Bug 11846 - Directory entries missing when some file names include invalid UTF8 sequences
Directory entries missing when some file names include invalid UTF8 sequences
Status: NEW
Product: Samba 4.1 and newer
Classification: Unclassified
Component: File services
x64 Linux
: P5 major
: ---
Assigned To: Samba QA Contact
Samba QA Contact
Depends on:
  Show dependency treegraph
Reported: 2016-04-16 21:37 UTC by Jean-Marc Le Peuvédic
Modified: 2016-04-17 23:37 UTC (History)
2 users (show)

See Also:

How Nautilus shows local incorrectly encoded file names (58.26 KB, image/png)
2016-04-16 21:37 UTC, Jean-Marc Le Peuvédic
no flags Details

Note You need to log in before you can comment on or make changes to this bug.
Description Jean-Marc Le Peuvédic 2016-04-16 21:37:53 UTC
Created attachment 12000 [details]
How Nautilus shows local incorrectly encoded file names

I use samba to share files from a server running Ubuntu 14.04 LTS x64. The version is reported as 4.1.6+dfsg. 

There are public shares and home shares. They are accessed from multiple devices and computers including WinXP virtual machines, Win 7 64 bit and 32 bit PCs, a laptop running Ubuntu 14.04 IA32, a Samsung smart TV, an OUYA console and other Android devices, an iPad...

When at last one entry in a directory has an invalid unicode encoding, some entries can be missing when the directory listing is obtained using smbclient.

I use smbclient version 4.1.6+dfsg which is the most up to date version released for Ubuntu 14.04 LTS.

How to reproduce:
A file with an incorrect encoding can be quite easily created using Emacs.
1-Create a normal file with 'touch', putting Unicode characters in it.
2-Open Emacs and in "Options/MULE/Set Coding Systems/For File Name" choose "raw".
3-Using Emacs dired mode in "Immediate" menu choose "Edit file name".
4-Emacs should display the unicode sequence with octal escapes \350\...
5-Move the cursor to the octal escape and delete the first octal character
6-Save the buffer to rename the file.
7-ls the folder with bash: the incorrectly encoded file name should contain question marks now.
8-On the system where the file resides, browse to the folder and check that Nautilus displays the file with question marks in black diamonds replacing the bad characters and "(invalid encoding)" appended. Note that "(invalid encoding)" is localized and may differ on your system.
9-Using Nautilus on another system, navigate to the same directory exported as a samba share: the directory now shows up empty.
10-Using smbclient from the same or another system, connect to the share, type in the password if needed, navigate to the correct folder and type "dir": the file does not show up. There is also an error message saying: 
cli_list: Error: unable to parse name from info level 260
11-Now create a few other files in the same folder: give them simple names. They are not listed either!
11-Create many files: I used a for loop to create files a a2 a3 a4 a5 a6 b b2 ... After creating 156 normal files, smbclient and nautilus list only "s5".
12-Delete s5: no file is listed. Create 26 new files a7 to z7, k7 is listed.

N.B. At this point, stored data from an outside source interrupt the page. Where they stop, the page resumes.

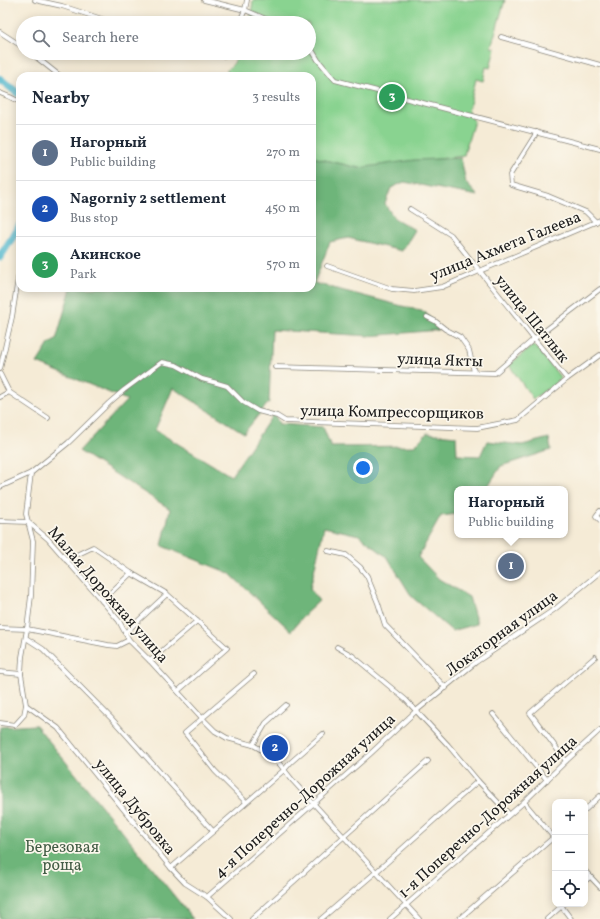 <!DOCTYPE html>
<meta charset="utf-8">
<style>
:root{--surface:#fff;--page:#f2f2f3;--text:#1f2937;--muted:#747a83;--line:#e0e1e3;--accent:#7c3aed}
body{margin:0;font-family:Vollkorn,serif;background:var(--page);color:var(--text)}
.controls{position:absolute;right:12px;bottom:12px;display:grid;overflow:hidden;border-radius:8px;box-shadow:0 2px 10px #0003}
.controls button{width:36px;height:36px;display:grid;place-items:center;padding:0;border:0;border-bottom:1px solid var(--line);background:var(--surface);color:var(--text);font:20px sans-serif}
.you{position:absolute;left:363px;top:468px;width:14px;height:14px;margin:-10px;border:3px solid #fff;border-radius:50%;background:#1a73e8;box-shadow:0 0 0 6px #1a73e833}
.badge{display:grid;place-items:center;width:26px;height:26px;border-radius:50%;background:var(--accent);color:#fff;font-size:13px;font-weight:700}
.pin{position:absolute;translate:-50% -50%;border:2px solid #fff;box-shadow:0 1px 4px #0006}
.popup{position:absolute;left:454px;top:486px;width:114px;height:52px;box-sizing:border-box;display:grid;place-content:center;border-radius:8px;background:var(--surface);filter:drop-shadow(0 1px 3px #0005);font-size:13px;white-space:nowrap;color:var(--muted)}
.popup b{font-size:15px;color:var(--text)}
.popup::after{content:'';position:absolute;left:50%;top:100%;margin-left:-8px;border:8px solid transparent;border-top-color:var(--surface)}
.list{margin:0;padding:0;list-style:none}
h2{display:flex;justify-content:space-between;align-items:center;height:52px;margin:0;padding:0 16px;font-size:17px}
h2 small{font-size:13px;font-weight:400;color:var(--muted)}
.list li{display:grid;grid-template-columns:26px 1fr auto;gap:12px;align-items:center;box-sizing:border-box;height:56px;padding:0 16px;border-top:1px solid var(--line)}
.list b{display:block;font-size:15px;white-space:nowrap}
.list p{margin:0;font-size:13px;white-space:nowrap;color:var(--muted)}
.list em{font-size:13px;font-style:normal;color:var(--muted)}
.icon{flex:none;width:22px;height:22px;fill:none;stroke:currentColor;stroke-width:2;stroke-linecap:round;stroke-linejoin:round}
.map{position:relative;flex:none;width:600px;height:919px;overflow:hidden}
.search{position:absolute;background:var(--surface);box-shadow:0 2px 10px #0003;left:16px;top:16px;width:300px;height:44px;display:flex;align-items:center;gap:10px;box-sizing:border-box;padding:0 14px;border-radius:22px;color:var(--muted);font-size:15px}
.panel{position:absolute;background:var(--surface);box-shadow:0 2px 10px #0003;left:16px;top:72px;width:300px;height:220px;border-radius:12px}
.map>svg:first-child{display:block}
.green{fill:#89d390;stroke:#527856}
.forest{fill:#6eb57a;stroke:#45684b}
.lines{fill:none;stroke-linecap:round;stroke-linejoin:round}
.river{stroke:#4fb7cd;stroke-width:8}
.minor-casing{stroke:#888479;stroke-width:5.5}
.minor{stroke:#fff;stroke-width:4}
.labels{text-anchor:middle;stroke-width:3.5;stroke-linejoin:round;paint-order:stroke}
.street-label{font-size:16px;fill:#1c1c1c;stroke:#fbf7ec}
.park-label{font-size:16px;fill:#425c45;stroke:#fbf7ec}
</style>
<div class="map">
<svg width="600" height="919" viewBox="0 0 600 919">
<rect width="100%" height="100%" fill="#fbf7ec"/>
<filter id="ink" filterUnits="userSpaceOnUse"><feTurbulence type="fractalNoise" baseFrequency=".025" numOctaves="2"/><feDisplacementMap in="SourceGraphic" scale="8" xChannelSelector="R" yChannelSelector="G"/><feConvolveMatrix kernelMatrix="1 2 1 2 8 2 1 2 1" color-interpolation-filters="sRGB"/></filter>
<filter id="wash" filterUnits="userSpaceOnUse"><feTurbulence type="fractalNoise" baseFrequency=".012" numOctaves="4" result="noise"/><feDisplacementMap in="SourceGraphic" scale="16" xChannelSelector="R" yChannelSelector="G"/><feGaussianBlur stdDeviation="0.9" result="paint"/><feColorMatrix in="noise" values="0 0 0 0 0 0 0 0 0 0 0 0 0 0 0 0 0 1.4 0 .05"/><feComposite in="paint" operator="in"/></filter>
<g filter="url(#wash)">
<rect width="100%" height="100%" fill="#f5ebd6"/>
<g class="green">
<polygon points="253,0 505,0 491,47 495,48 490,68 486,67 483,81 476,79 468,112 474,121 465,151 464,156 359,168 312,157 312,76 227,76 227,70 234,63 238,53 309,53 309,23 248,23 251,15"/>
<polygon points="532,346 535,346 561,378 560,380 533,399 509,365"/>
</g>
<g class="forest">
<polygon points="312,157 359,168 414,160 461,158 466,183 478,196 404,182 391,188 385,204 394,218 415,230 402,251 348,238 330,242 314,283 425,312 439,330 370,336 272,330 269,402 244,433 173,388 155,430 231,476 274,413 279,424 323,427 331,447 414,446 427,433 456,436 457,455 480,456 487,441 522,445 549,438 551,450 501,466 486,489 457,489 457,514 441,516 418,557 439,579 469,597 477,624 452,631 412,597 388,558 359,535 324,527 310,589 319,601 306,613 291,631 229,573 162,546 170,509 79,451 127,400 37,363 49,344 56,340 71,288 312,288"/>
<polygon points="36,725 193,919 0,919 0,727"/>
</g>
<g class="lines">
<g class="river">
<polyline points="0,79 20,95"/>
<polyline points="0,257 20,225"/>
</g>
</g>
</g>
<g filter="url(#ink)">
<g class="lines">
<g class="minor-casing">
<g id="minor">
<polyline points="35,0 62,6 114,23"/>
<polyline points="204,0 245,10 275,23"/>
<polyline points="239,23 245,10 247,0"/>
<polyline points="0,32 23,47"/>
<polyline points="501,37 600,65"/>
<polyline points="309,45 318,60 335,80 465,114 600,149"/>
<polyline points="31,53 60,76"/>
<polyline points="214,53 224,56 225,53"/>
<polyline points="0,93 10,97 20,102"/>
<polyline points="537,132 510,175 511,185 548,196 586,212 596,222"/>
<polyline points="410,209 451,235 534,339 567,379"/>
<polyline points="327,266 392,289 414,291 442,287 600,220"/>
<polyline points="427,317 435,321 445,329 460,337 469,350 474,372"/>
<polyline points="275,367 495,373 534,339 600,289"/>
<polyline points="0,369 12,317 20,266"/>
<polyline points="0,374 9,392 48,418"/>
<polyline points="0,397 9,392"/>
<polyline points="0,487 31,473 68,443 109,403 124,390 162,362 176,365 202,379 217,383 227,386 243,402 258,411 277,416 285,421 477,428 518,420 567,379 600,355"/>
<polyline points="600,511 596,516 600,520"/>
<polyline points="0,521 28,522"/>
<polyline points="28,522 48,539 102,601 119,621 129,640 150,661 202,718 215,731 227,738 253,745 269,754 278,762 293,781 419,919"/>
<polyline points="328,551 346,555 360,567 367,576 378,603 385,625 446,688"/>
<polyline points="66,560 93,547 131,573 167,594 227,648 178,691"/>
<polyline points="102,601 131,573"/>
<polyline points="0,628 27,629 108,645 117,646 129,640"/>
<polyline points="125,633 167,594"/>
<polyline points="26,638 43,649 112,719 213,831"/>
<polyline points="337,647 353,656 406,700 448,745 478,781 509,814"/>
<polyline points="150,661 197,621"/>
<polyline points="0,672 21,674"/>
<polyline points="26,705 58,728 108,790 171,868 185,883 207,897 231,919"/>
<polyline points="493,714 547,780"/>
<polyline points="0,723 15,725 24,715 26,705 21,674 22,657 27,629 31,596 33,541 26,514 31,473"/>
<polyline points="253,745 266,723 286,705"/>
<polyline points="566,761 530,713 595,657"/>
<polyline points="246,802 215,771 185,733 254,674"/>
<polyline points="524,802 555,839"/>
<polyline points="585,810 600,796"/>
<polyline points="171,868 284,770 291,762 323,734"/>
<polyline points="585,871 600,887"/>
<polyline points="585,881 590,877"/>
<polyline points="207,897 370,754 416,711 476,662 555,609 600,572"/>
<polyline points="562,907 571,919"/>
<polyline points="252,919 428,761"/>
<polyline points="321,919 376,872 478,781"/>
<polyline points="390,919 524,802 566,761 600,730"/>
<polyline points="459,919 555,836"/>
<polyline points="547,919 564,904"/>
</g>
</g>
<use href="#minor" class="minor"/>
</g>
</g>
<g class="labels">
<g class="street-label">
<text transform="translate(505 245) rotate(-22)" y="6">улица Ахмета Галеева</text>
<text transform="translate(533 318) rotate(51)" y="6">улица Шатлык</text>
<text transform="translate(440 359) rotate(2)" y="6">улица Якты</text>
<text transform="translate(392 411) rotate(1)" y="6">улица Компрессорщиков</text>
<text transform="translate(109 594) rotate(49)" y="6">Малая Дорожная улица</text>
<text transform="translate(501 632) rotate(-36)" y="6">Локаторная улица</text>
<text transform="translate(304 795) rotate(-42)" y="6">4-я Поперечно-Дорожная улица</text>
<text transform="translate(136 806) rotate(51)" y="6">улица Дубровка</text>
<text transform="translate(487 816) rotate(-42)" y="6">1-я Поперечно-Дорожная улица</text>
</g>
<g class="park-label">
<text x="62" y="852">Березовая<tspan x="62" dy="18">роща</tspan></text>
</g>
</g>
</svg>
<div class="controls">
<button>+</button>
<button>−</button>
<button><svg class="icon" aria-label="locate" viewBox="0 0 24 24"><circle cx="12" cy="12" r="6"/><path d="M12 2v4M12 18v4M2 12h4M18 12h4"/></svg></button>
</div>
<div class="you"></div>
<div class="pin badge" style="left:511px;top:566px;background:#5c6f8a">1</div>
<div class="popup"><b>Нагорный</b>Public building</div>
<div class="pin badge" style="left:275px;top:748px;background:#1a4fb4">2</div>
<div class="pin badge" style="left:392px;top:97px;background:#2e9e5b">3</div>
<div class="search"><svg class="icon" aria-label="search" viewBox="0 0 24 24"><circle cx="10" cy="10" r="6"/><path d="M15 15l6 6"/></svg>Search here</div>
<section class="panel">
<h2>Nearby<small>3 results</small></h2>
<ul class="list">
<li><span class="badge" style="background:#5c6f8a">1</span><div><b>Нагорный</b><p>Public building</p></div><em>270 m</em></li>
<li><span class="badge" style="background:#1a4fb4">2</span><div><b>Nagorniy 2 settlement</b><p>Bus stop</p></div><em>450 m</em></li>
<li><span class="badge" style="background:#2e9e5b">3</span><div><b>Акинское</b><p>Park</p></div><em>570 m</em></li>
</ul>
</section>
</div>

In many cases it is now very obvious that files and folders are missing. In addition if the commande "dir a*" is given to smbclient, the answer is correct: it lists a a2 a3 a4 a5 a6 a7 (in another order). My bad file name starts with 'b', so I tried "dir b*". I got the error message:

cli_list: Error: unable to parse name from info level 260
NT_STATUS_NO_MEMORY listing \Test\b*

The bug severity is major because it affects silently filesystem copies and some backup systems. Some users might be unable to recover their operations from backup disks if whole files and directories are missing. Part of the blame is on Ubuntu's Nautilus, which unlike smbclient, does not show any error message. But the bug is the incorrect handling of badly encoded file names.

I guess that Samba must decode and recode file names to adapt Unix names to the more restrictive rules of Windows. One bad name should not trigger the disappearance of tens of other files.